▶ _WORK TO COMPLETE_: Your response should contain each line of the data that includes "Close".

INPUT RECORDS START

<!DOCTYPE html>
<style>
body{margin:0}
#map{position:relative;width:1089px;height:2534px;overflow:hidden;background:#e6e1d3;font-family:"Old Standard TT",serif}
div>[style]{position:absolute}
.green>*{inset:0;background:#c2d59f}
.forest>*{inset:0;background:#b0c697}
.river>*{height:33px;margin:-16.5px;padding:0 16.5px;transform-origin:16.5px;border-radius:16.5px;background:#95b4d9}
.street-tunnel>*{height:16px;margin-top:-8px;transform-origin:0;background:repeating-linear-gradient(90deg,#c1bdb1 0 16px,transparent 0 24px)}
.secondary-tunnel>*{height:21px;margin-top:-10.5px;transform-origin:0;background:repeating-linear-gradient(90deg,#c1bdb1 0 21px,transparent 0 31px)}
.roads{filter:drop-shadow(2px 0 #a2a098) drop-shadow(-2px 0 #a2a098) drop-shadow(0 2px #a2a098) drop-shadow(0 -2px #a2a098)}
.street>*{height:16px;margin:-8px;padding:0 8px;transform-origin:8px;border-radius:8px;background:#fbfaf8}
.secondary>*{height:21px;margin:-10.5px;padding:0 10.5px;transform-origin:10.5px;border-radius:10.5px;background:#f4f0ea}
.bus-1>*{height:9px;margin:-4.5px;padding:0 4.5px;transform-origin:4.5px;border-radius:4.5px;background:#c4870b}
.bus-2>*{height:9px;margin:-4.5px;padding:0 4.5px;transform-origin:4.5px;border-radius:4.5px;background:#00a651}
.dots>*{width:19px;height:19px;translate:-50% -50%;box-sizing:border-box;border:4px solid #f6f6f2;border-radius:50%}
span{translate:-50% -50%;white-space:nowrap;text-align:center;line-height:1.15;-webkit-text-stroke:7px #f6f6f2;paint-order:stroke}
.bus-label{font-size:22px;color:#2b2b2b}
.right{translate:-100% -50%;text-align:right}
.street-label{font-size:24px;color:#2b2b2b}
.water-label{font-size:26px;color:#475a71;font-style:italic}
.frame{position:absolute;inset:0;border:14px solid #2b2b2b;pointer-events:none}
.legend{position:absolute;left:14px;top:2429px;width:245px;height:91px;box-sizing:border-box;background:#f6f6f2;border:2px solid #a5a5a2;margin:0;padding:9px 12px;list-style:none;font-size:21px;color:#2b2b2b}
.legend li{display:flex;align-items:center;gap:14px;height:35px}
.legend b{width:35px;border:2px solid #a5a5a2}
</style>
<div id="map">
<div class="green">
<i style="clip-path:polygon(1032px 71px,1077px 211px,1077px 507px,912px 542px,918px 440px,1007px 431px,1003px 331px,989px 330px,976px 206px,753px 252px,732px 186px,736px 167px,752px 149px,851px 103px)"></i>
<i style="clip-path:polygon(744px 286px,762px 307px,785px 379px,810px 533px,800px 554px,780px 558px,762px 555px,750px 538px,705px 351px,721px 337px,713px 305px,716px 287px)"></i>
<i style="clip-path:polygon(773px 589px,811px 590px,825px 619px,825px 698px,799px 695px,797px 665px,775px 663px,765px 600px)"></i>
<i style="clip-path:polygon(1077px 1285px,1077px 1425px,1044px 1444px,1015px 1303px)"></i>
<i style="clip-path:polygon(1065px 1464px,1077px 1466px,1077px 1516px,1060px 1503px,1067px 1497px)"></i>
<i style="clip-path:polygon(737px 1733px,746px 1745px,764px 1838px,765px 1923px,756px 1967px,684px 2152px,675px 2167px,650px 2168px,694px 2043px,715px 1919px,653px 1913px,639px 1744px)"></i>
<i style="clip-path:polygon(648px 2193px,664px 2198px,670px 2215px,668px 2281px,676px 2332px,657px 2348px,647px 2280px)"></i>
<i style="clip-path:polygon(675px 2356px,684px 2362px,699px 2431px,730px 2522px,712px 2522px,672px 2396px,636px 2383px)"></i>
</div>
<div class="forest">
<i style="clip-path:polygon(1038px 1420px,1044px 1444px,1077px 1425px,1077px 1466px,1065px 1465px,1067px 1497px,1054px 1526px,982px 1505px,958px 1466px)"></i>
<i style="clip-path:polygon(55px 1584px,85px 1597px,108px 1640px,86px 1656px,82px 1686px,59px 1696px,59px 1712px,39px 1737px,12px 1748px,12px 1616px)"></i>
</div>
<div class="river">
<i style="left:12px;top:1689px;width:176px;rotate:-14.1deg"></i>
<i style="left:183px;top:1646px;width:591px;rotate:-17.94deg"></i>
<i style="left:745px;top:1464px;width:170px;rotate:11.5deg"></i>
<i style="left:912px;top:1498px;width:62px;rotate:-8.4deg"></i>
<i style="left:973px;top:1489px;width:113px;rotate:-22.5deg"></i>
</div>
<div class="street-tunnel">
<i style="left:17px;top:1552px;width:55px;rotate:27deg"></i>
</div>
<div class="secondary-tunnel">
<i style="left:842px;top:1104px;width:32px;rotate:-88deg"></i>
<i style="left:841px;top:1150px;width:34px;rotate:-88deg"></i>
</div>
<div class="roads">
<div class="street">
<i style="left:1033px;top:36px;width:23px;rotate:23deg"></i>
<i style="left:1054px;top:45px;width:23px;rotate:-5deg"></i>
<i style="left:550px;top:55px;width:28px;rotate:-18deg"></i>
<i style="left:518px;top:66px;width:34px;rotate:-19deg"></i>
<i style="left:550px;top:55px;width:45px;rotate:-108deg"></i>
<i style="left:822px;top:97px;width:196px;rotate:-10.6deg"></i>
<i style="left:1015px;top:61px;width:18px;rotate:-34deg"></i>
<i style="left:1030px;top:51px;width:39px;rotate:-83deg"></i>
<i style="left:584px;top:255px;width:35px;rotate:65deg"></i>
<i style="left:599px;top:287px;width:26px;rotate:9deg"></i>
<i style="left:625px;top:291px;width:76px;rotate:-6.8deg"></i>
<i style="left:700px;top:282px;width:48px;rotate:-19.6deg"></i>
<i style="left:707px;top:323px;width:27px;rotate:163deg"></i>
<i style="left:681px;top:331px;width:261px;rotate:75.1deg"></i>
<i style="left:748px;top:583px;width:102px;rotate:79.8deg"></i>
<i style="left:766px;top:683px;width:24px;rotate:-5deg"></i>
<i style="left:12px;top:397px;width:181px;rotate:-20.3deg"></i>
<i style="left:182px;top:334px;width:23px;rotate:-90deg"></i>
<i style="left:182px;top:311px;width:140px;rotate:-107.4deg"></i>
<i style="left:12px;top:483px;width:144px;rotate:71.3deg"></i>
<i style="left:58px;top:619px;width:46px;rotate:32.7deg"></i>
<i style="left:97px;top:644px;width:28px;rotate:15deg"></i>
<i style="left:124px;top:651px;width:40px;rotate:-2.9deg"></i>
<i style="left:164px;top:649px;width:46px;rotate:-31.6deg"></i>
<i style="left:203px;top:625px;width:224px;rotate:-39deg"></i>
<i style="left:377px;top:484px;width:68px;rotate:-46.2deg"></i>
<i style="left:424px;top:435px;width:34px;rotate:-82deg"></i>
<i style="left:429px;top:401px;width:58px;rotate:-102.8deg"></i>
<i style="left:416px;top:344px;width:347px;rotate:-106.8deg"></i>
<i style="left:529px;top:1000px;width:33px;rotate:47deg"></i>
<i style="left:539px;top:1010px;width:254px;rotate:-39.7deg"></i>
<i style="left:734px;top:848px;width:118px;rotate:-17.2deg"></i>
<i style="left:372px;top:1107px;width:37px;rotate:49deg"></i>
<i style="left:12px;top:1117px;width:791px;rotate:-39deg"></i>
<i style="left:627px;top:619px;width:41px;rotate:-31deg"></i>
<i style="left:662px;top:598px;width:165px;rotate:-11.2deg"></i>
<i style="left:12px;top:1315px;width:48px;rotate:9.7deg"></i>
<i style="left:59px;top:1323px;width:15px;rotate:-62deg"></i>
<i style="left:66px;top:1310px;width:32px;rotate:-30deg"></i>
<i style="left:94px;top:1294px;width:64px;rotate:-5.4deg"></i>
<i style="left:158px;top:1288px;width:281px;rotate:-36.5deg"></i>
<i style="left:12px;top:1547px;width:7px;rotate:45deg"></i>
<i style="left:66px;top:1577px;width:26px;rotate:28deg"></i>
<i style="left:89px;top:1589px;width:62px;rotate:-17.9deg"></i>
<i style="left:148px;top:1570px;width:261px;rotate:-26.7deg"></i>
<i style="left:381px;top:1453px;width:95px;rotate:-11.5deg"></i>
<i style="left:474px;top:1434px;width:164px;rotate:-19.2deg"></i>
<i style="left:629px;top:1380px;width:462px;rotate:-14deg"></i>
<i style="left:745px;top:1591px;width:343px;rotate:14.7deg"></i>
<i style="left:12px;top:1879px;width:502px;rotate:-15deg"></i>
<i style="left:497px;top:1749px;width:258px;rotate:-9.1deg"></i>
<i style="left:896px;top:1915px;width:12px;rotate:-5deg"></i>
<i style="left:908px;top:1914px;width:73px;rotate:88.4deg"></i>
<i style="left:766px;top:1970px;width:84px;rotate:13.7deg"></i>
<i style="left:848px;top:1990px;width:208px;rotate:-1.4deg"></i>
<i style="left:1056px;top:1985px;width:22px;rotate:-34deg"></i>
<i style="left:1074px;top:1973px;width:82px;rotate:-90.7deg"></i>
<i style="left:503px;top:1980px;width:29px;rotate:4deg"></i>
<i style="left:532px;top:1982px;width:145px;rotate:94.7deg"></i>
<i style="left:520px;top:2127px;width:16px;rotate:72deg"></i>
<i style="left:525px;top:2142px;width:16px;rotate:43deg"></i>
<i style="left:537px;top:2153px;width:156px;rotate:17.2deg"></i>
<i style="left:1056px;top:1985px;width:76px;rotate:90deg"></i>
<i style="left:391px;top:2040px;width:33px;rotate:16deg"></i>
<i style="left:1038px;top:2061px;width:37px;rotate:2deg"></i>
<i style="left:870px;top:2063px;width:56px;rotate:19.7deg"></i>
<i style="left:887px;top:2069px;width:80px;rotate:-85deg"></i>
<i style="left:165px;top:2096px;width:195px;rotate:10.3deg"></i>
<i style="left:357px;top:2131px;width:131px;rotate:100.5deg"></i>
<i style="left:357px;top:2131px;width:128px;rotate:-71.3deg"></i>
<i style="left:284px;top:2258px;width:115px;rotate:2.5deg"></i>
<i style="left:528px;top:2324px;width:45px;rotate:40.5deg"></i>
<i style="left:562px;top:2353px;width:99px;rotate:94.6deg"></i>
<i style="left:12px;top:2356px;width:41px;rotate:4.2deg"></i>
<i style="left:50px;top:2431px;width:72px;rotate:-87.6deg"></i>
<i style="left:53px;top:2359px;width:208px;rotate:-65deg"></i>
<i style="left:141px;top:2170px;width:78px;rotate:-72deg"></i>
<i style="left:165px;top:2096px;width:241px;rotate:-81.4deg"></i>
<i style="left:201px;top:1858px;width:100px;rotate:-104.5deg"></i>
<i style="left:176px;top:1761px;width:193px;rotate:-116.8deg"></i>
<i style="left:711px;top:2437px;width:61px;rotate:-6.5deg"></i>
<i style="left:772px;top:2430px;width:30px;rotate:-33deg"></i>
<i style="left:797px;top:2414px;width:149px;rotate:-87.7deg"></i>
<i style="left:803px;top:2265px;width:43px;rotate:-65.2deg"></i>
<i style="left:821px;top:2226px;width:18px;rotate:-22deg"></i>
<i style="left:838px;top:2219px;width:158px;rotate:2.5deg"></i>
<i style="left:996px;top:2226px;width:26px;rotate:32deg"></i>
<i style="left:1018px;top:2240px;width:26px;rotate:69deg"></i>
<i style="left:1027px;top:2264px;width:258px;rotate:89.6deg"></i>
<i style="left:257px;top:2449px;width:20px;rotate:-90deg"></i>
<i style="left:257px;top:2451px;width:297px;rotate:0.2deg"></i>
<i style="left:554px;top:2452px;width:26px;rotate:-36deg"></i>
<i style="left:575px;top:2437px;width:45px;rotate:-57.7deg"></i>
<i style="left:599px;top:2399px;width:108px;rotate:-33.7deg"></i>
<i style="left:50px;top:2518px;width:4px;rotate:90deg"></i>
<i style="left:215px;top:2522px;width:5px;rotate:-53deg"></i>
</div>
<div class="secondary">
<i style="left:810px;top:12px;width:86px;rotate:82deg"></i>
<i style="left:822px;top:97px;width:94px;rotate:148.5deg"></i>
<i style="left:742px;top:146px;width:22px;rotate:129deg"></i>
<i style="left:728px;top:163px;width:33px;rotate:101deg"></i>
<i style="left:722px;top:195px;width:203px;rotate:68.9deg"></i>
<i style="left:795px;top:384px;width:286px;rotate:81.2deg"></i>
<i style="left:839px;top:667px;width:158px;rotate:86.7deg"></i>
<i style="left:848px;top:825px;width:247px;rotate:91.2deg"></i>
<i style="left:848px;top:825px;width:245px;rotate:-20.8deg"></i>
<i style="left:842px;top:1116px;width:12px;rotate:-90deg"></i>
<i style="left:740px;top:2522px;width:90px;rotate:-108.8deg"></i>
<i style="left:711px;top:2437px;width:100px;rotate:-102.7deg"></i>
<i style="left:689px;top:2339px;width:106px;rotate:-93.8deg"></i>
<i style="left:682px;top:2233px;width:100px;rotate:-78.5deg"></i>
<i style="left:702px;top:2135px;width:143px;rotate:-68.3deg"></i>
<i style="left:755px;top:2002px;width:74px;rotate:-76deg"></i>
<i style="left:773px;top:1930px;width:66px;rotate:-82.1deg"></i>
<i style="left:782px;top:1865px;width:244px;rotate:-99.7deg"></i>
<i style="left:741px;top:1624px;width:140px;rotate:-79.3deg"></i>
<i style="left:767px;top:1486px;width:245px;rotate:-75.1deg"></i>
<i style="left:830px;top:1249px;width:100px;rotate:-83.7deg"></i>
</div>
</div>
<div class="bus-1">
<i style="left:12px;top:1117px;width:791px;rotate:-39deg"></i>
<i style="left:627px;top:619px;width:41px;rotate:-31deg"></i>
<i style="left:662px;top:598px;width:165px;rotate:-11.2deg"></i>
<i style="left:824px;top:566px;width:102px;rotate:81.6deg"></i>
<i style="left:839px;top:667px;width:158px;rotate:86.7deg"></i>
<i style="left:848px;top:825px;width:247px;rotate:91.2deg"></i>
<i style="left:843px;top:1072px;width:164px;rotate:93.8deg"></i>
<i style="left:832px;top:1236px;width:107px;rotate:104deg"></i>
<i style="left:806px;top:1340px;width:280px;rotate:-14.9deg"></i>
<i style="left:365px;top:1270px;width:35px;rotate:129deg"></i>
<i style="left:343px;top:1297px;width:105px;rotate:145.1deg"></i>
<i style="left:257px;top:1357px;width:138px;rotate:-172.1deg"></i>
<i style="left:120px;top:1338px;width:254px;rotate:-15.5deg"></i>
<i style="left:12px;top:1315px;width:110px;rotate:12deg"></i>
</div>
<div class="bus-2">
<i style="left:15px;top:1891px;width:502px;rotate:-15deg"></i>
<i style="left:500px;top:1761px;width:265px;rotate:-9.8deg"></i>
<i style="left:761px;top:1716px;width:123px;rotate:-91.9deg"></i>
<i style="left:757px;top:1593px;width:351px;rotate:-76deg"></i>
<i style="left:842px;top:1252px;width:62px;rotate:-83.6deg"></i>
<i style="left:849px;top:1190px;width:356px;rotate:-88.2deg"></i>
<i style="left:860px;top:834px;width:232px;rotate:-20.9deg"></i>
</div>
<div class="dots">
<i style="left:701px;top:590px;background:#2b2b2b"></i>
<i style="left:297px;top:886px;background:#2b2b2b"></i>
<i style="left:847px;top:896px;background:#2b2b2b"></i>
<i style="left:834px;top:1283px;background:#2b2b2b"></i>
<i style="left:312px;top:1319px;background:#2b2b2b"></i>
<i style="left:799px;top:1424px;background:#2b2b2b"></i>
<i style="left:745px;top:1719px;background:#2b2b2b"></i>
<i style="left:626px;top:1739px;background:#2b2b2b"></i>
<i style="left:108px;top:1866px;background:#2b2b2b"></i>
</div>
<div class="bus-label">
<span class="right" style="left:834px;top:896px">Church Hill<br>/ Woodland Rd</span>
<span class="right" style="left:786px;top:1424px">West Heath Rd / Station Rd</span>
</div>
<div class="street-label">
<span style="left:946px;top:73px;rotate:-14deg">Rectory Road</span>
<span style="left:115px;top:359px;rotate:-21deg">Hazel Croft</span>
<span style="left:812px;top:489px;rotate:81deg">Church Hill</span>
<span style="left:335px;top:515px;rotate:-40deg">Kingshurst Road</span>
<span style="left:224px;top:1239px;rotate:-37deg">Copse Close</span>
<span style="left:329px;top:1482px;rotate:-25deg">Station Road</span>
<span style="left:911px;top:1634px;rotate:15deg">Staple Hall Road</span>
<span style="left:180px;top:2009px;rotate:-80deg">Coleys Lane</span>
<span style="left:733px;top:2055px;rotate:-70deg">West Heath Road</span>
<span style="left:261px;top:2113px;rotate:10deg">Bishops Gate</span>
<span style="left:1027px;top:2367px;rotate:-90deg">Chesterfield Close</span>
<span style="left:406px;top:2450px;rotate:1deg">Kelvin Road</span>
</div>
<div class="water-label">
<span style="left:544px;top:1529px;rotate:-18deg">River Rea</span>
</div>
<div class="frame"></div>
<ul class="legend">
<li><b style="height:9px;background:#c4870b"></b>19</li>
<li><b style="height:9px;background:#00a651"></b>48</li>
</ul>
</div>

INPUT RECORDS END

▶ _SOLUTION TO THE PROBLEM_:
<span style="left:224px;top:1239px;rotate:-37deg">Copse Close</span>
<span style="left:1027px;top:2367px;rotate:-90deg">Chesterfield Close</span>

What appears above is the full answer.